Last night we watched "Wanderlust" - Paul Rudd and Jennifer Aniston, two New Yorkers who end up staying at this hippie commune. It was a comedy and the portrayal of the commune, as well as life in the outside world, was totally over the top, but there's still something extremely appealing about the whole idea and image of dirty, free-loving hippie life. I know I could never abandon the internet and makeup and bacon, but a very insistent part of me would lovelovelove to give it a go. Just for a little while, maybe a year? Spend my days living off the land and surrounded by like-minded, positive, open people. Yeah yeah, pipe dream, I know.
But it got me wondering what I could do in my life now to embrace more of that free-spirited ideal. Maybe I need to find a drum circle to join. Or start playing with my poi again. Or just make new friends (somewhere, somehow) who are of the same mindset. Mike IS open-minded about a lot of things, but a lot of the comments he made during the movie made me feel a little annoyed and disgusted. I don't actually want to be with a full-fledged hippie who doesn't contribute to society, who thinks the government is evil and anything corporate is out to get us, who refuses to eat meat but also refuses to commit, and does a lot of preaching about both. That's far too extreme, and annoying in it's own right. But someone who is a little more open to the (admittedly romanticized) ideas of cleaner, earthier living.
*sigh*
Even Julia and Paul Child, in the book I just read, were somewhat romantic and nomadic in their existence. They had this love affair with France that lasted their entire lives. They were willing to move, to try new things, to experience life, but also do what they needed to be happy. He worked for the government!! And yet they still came across as somewhat bohemian and just very down-to-earth.
I love city living, I love technology, I love my home and my things, and yet there's something so damned appealing about bare feet, fresh vegetables, and sharing circles.

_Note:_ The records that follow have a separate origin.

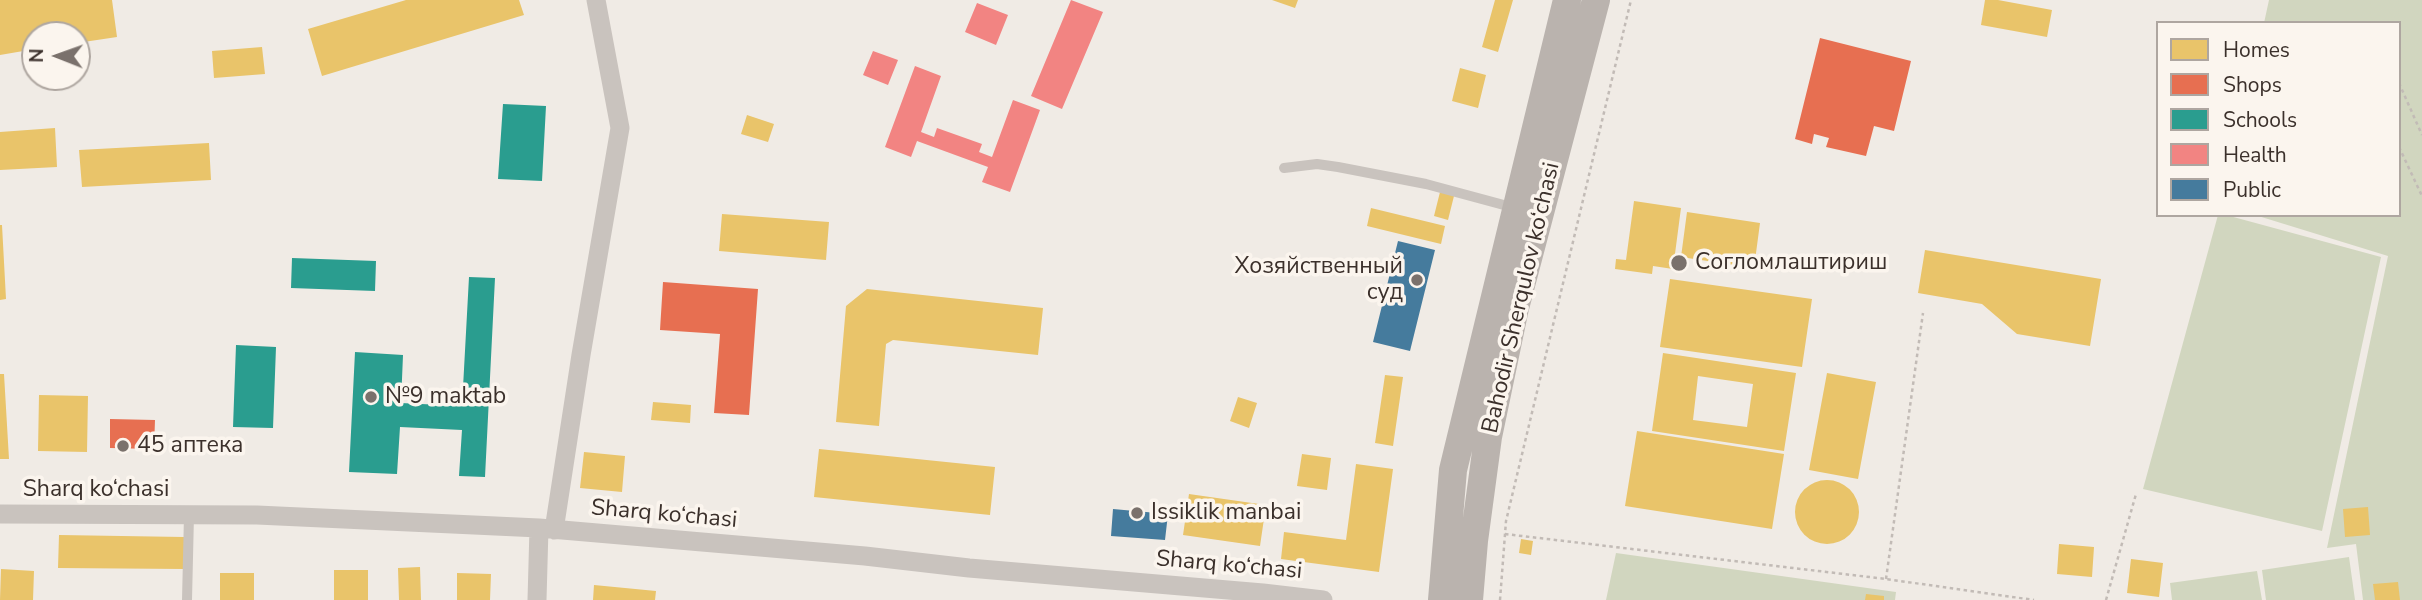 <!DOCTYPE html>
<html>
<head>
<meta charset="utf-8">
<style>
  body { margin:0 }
  #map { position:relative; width:2422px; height:600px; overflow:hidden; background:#f0ebe5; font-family:"Nunito Sans",sans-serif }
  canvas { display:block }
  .legend { position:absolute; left:2156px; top:21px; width:245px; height:196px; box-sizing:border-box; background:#fbf5ee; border:2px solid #aea6a0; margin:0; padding:9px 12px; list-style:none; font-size:21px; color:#3b302b }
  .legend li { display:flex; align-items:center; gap:14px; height:35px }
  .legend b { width:35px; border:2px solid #aea6a0 }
  .north { position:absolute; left:21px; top:21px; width:70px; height:70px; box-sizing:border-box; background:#fbf5ee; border:2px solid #aea6a0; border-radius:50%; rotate:271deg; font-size:19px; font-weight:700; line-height:28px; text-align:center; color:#3b302b }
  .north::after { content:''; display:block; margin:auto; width:24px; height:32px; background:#7a716c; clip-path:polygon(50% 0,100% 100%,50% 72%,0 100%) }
</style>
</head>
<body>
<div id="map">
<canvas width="2422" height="600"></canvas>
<ul class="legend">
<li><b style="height:19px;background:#e9c46a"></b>Homes</li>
<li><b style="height:19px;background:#e76f51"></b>Shops</li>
<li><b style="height:19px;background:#2a9d8f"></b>Schools</li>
<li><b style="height:19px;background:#f28482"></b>Health</li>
<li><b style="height:19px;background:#457b9d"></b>Public</li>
</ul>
<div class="north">N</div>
</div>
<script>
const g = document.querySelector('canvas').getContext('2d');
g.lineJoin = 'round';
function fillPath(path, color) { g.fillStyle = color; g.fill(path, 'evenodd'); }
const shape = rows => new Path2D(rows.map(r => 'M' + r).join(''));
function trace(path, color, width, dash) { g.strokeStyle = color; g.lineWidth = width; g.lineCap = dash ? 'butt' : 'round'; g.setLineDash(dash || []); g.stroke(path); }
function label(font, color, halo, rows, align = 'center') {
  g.font = font + ' "Nunito Sans",sans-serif'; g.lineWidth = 7; g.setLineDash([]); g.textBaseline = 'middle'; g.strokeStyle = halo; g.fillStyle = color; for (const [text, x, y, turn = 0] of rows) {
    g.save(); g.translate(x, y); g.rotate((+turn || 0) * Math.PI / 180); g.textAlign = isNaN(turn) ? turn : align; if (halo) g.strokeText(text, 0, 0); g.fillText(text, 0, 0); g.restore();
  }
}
fillPath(shape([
  [2269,0,2422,0,2422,600,2363,600,2356,544,2327,548,2388,256,2255,215,2399,215,2399,23,2264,23],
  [2218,215,2226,215,2381,257,2322,531,2143,489],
  [1616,553,1896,592,1895,600,1606,600],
  [2349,557,2355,600,2266,600,2262,570],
  [2257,571,2262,600,2172,600,2170,583]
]), '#d1d6bf');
fillPath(shape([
  [0,0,112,0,117,37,77,43,77,35,35,35,35,49,0,55],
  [406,0,519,0,524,15,322,76,308,29],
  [1272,0,1298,0,1295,8],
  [1495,0,1513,0,1498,52,1482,47],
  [1985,0,1998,0,2052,10,2047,37,1981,25],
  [262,47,265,74,214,78,212,51],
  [1460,68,1486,75,1478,108,1452,101],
  [747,115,774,124,768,142,741,134],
  [55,128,57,167,0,170,0,132],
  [209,143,211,180,82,187,79,150],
  [1440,192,1454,196,1448,220,1434,216],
  [1634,201,1681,208,1673,269,1653,266,1652,274,1615,269,1616,259,1626,260],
  [1371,208,1445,226,1441,244,1367,226],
  [1687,212,1760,223,1754,268,1681,257],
  [722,214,829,222,826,260,719,251],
  [0,225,2,225,6,299,0,300],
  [1925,250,2101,279,2090,346,2017,334,1982,304,1918,293],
  [1670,279,1812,299,1802,367,1660,347],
  [867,289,1043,308,1038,355,893,340,886,344,879,426,836,422,846,306],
  [1663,353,1796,373,1784,451,1652,431],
  [1698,376,1753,384,1747,427,1693,420],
  [1827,373,1876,382,1858,479,1809,470],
  [0,374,4,374,9,459,0,459],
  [1385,375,1403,377,1393,446,1375,443],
  [39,395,88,396,87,452,38,451],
  [1238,397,1257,403,1249,428,1230,421],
  [653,402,691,405,690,423,651,420],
  [1637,431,1784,454,1772,529,1625,506],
  [819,449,995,467,990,515,814,497],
  [584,452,625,456,622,492,580,488],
  [1302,454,1331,458,1327,490,1297,486],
  [1356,464,1393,469,1379,572,1281,559,1284,532,1346,540],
  '1795 512a32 32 0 1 1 64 0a32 32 0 1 1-64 0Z',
  [1189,494,1266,505,1260,546,1183,535],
  [2368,507,2370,535,2345,537,2343,509],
  [59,535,184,537,184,569,58,568],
  [1521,539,1533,541,1531,555,1519,553],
  [2059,544,2094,547,2092,577,2057,574],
  [2131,559,2163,563,2159,597,2127,593],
  [420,567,421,600,399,600,398,568],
  [1,569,34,571,33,600,0,600],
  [334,570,368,570,368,600,334,600],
  [220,573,254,573,254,600,220,600],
  [457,573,491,574,490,600,457,600],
  [2398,582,2400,600,2375,600,2373,584],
  [594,585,656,591,655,600,593,600],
  [1866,594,1884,596,1884,600,1865,600]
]), '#e9c46a');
fillPath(shape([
  [1820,38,1911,61,1894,131,1874,126,1866,156,1826,147,1829,138,1814,134,1812,144,1795,139],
  [663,282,758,289,749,415,714,413,720,334,660,330],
  [110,419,155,420,154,449,110,448]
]), '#e76f51');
fillPath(shape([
  [503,104,546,106,542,181,498,179],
  [292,258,376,261,375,291,291,288],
  [469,277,495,278,485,477,459,476,462,430,400,427,397,474,349,472,355,352,403,355,401,403,462,406],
  [236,345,276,347,273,428,233,427]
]), '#2a9d8f');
fillPath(shape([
  [1071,0,1103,12,1062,109,1031,96],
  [977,3,1008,15,996,45,965,32],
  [873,51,898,60,888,85,863,75],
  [915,66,941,76,921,132,934,137,937,128,982,144,979,152,992,157,1013,100,1040,110,1010,192,982,182,988,167,917,141,911,157,885,147]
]), '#f28482');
fillPath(shape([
  [1398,241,1435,250,1410,351,1373,342],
  [1113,509,1168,514,1165,540,1111,536]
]), '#457b9d');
trace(shape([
  [2399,83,2422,135],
  [2399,147,2422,196],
  [1505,534,1886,579,2034,600],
  [1886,579,1923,313],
  [1500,600,1506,521,1631,0],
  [2106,600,2136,494]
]), '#c2bbb6', 2.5, [3.5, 3.5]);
trace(shape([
  [1284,168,1317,164,1338,167,1426,184,1515,208],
  [187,600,189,515]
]), '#c9c3be', 10);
trace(shape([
  [0,514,257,515,539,528,865,556,969,568,1263,593,1323,600],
  [554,530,581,355,620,128,596,0],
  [537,600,539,528]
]), '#c9c3be', 19);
trace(shape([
  [1442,600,1453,470,1567,0],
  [1469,600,1474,541,1488,437,1515,308,1596,0]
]), '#bab3ae', 28);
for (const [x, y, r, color] of [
  [1679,263,9,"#7a716c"],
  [1417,280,7,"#7a716c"],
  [371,397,7,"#7a716c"],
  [123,446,7,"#7a716c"],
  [1137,513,7,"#7a716c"]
]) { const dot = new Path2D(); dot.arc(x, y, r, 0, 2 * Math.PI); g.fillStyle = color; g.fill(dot); trace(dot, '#fbf5ee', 2.5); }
label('23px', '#3b302b', '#fbf5ee', [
  ["Согломлаштириш",1695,263],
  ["Хозяйственный",1403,267,"right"],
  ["суд",1403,293,"right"],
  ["№9 maktab",385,397],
  ["45 аптека",137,446],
  ["Issiklik manbai",1151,513]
], 'left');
label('23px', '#3b302b', '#fbf5ee', [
  ["Bahodir Sherqulov ko‘chasi",1522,298,-77],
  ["Sharq ko‘chasi",96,490],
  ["Sharq ko‘chasi",664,515,5],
  ["Sharq ko‘chasi",1229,566,5]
]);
</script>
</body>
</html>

On another note, Mike talked to the landlord and convinced him to let us get a cat. That would be exciting, except his stipulation was that we pay $100. Per month. Forever. Not a pet deposit or whatever, he's raising the rent permanently. I got upset and told Mike it wasn't worth it ($1200 a year for a cat?!), then Mike got upset that I wasn't willing to pay for something I really wanted. It got kind of messy and Mike got really mad at me, saying he wished I'd just left it alone because now it's a "lose-lose" situation. In the end, we're going to end up with higher rent anyway. The boys who lived here previously were paying $2000/month, but the landlord dropped it to $1300 for Mike and I, because he likes Mike. That's a big drop. We've been here for two years and I guess he's wanted to raise it for awhile. Mike's thought is that we agree to $1400/month which satisfies the landlord's desire for a rent increase, and also gives us the option to get a cat if we want to. So maybe it's a win-win situation in the end? I'm being really picky about a cat, I have my heart set on a patchwork calico of black, white and orange, and they're not that easy to find. I guess we'll see what happens.